BE2Are there more tough times ahead for Bristol City Council’s LOSS-MAKING electricity reselling business, BRISTOL ENERGY?

The private company, funded from our council tax, has already posted a £3M LOSS this year it doesn’t want you to know about. Meanwhile, total investment in the firm by Bristol City Council, although a closely guarded secret, is believed to top £9M. So will Bristol City Council ever see a return on this huge investment of our money?

Ovo is another local energy reseller that’s been running since 2009 and its business model is virtually identical to Bristol Energy’s. They both buy power wholesale off the ‘big six’ power companies who generate it and then try to sell it retail to customers for a profit. Ovo have just announced a £35M LOSS based on 400,000 CUSTOMERS. Bristol Energy has 80,000 CUSTOMERS.

Bristol Energy and Ovo both have the same problem: the cost of obtaining new customers. If you take apart the scant information available about Bristol Energy (their business plan is a closely guarded secret), it may well be COSTING THEM MORE to get customers than they will ever make in PROFIT from them in this low margin business.

Bristol Energy boss, Peter “HIGH PAY” Haigh pockets a six-figure salary for his troubles while claiming he will start making profits when Bristol Energy has “a large enough volume of customers”. However, Ovo with FIVE TIMES as many customers continues to run at a HUGE LOSS. What can Peter High Pay do that’s different?

But why should High Pay give a toss? He tops up his paltry six-figure salary from the council taxpayer with a LUCRATIVE DIRECTORSHIP at Energy Market Risk Ltd, consultants to the energy industry. Does Bristol Energy have a hope with High Pay at the helm? Does he even care while he’s spending other people’s money and significantly expanding his personal bank balance?

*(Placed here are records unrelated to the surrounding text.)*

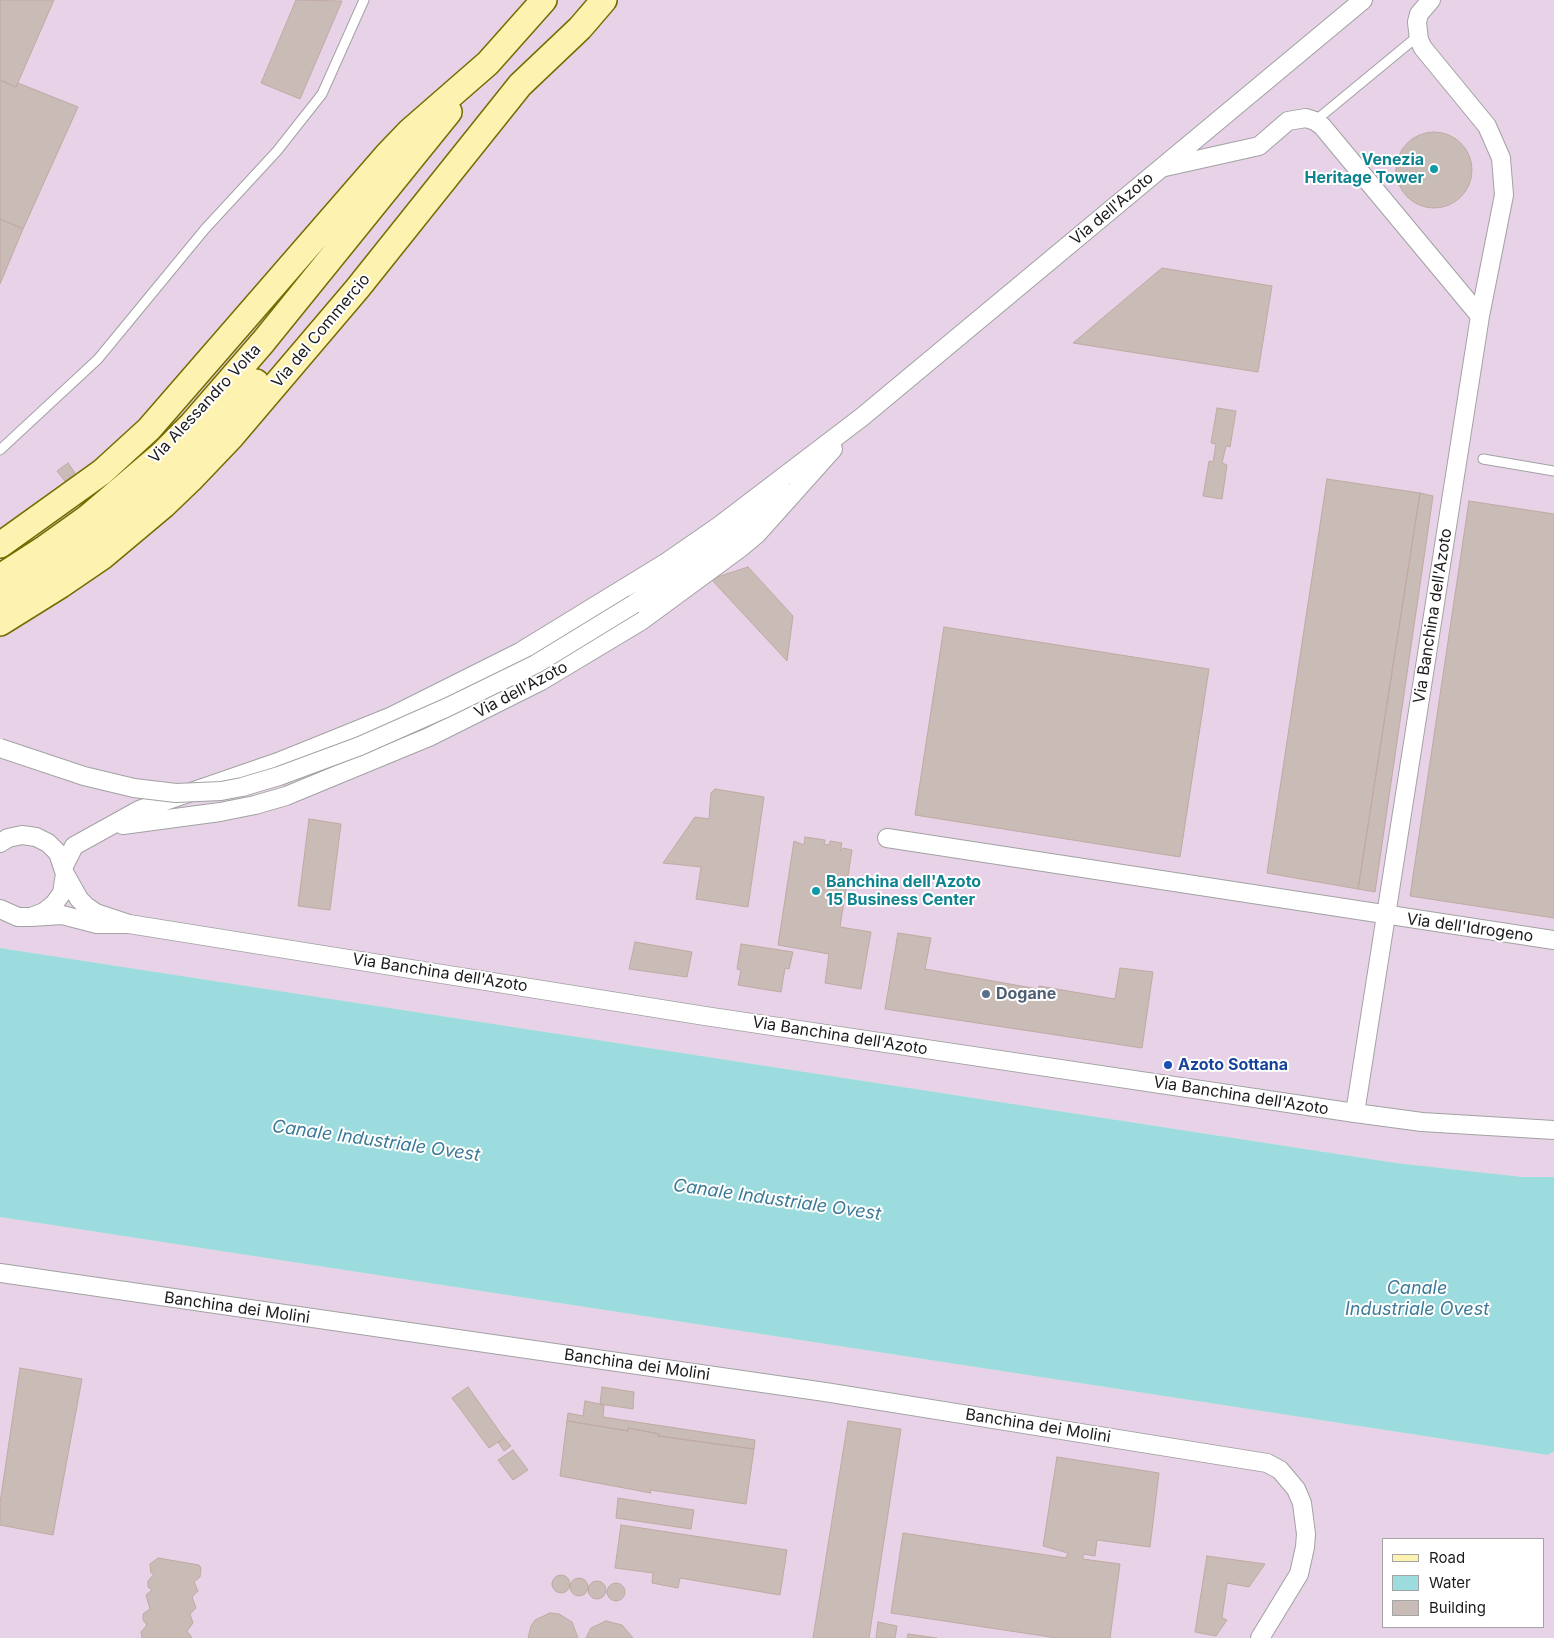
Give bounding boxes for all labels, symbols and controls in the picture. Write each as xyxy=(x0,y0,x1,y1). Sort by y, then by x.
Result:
place label: Venezia Heritage Tower xyxy=(1304,150,1424,188)
marker: Venezia Heritage Tower xyxy=(1428,163,1440,175)
street label: Via dell'Azoto xyxy=(1066,169,1158,249)
street label: Via del Commercio xyxy=(268,270,374,392)
street label: Via Alessandro Volta xyxy=(145,340,265,468)
street label: Via Banchina dell'Azoto xyxy=(1410,527,1456,705)
street label: Via dell'Azoto xyxy=(471,657,571,723)
place label: Banchina dell'Azoto 15 Business Center xyxy=(826,872,981,910)
marker: Banchina dell'Azoto 15 Business Center xyxy=(810,885,822,897)
street label: Via dell'Idrogeno xyxy=(1405,910,1535,946)
street label: Via Banchina dell'Azoto xyxy=(351,950,529,996)
place label: Dogane xyxy=(996,984,1056,1004)
marker: Dogane xyxy=(980,988,992,1000)
street label: Via Banchina dell'Azoto xyxy=(751,1013,929,1059)
place label: Azoto Sottana xyxy=(1178,1055,1288,1075)
marker: Azoto Sottana xyxy=(1162,1059,1174,1071)
street label: Via Banchina dell'Azoto xyxy=(1152,1073,1330,1119)
water label: Canale Industriale Ovest xyxy=(271,1116,481,1166)
water label: Canale Industriale Ovest xyxy=(672,1175,882,1225)
water label: Canale Industriale Ovest xyxy=(1345,1278,1489,1320)
street label: Banchina dei Molini xyxy=(163,1288,311,1328)
street label: Banchina dei Molini xyxy=(563,1345,711,1385)
street label: Banchina dei Molini xyxy=(964,1405,1112,1447)
legend xyxy=(1382,1538,1544,1628)
text: Road xyxy=(1429,1548,1465,1567)
text: Water xyxy=(1429,1573,1471,1592)
text: Building xyxy=(1429,1598,1486,1617)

And why has Bristol City Council earmarked £7.5m of their capital funds to run this profitable ‘business’ over the next couple of years while they cut our public services?


  1. TM

    The biggest problem for companies of this nature is not the cost of obtaining new customers, and anyway in Bristol Energy’s case our dear council has been doing the recruitment for them. Their business model is to take on long term price commitments to their customers while buying their electricity on the wholesale market on a short term basis. GB Energy, another small electricity retailer with 160,000 customers, has just folded because wholesale energy prices are rising steeply. GB Energy didn’t have a fairy godmother to bail it out, but no doubt we’ll all have to put our hands in our pockets for Bristol Energy.

  2. paul

    It is the cost of obtaining new customers as the only way to obtain a new customer is to offer a better deal (customers don’t switch suppliers to pay more) than the competition. Thats the problem Bristol Energy are trying to sell for example electricity cheaper than the Company that are producing the electricity. As TM has mentioned GB went bust last week because they have been selling electricity cheaper than the generator in an attempt to ‘buy’ new customers and hoping volume will give them the edge in the wholesale market. The kicker with Bristol Energy is that there long term plan is based on volume but the reality is the more volume Bristol Energy buy the more money they lose, the maths is pretty simple if your losing 1p per unit the more units you sell the more 1p’s lose, however Bristol Energy or Bristol City Council have yet to make these simple calculations. I actually made a complaint to advertising standards about Bristol Energy adverts and they seem to have disappeared. The next set of Bristol Energy accounts is going to show an even bigger loss, wholesale prices are creeping up and Bristol Energy (like GB) are making a greater loss on all those fixed tariffs and again as TM says GB went bust because they don’t have a Council writing them blank cheques. The MD of Bristol energy earns around £140,000 per annum by the way.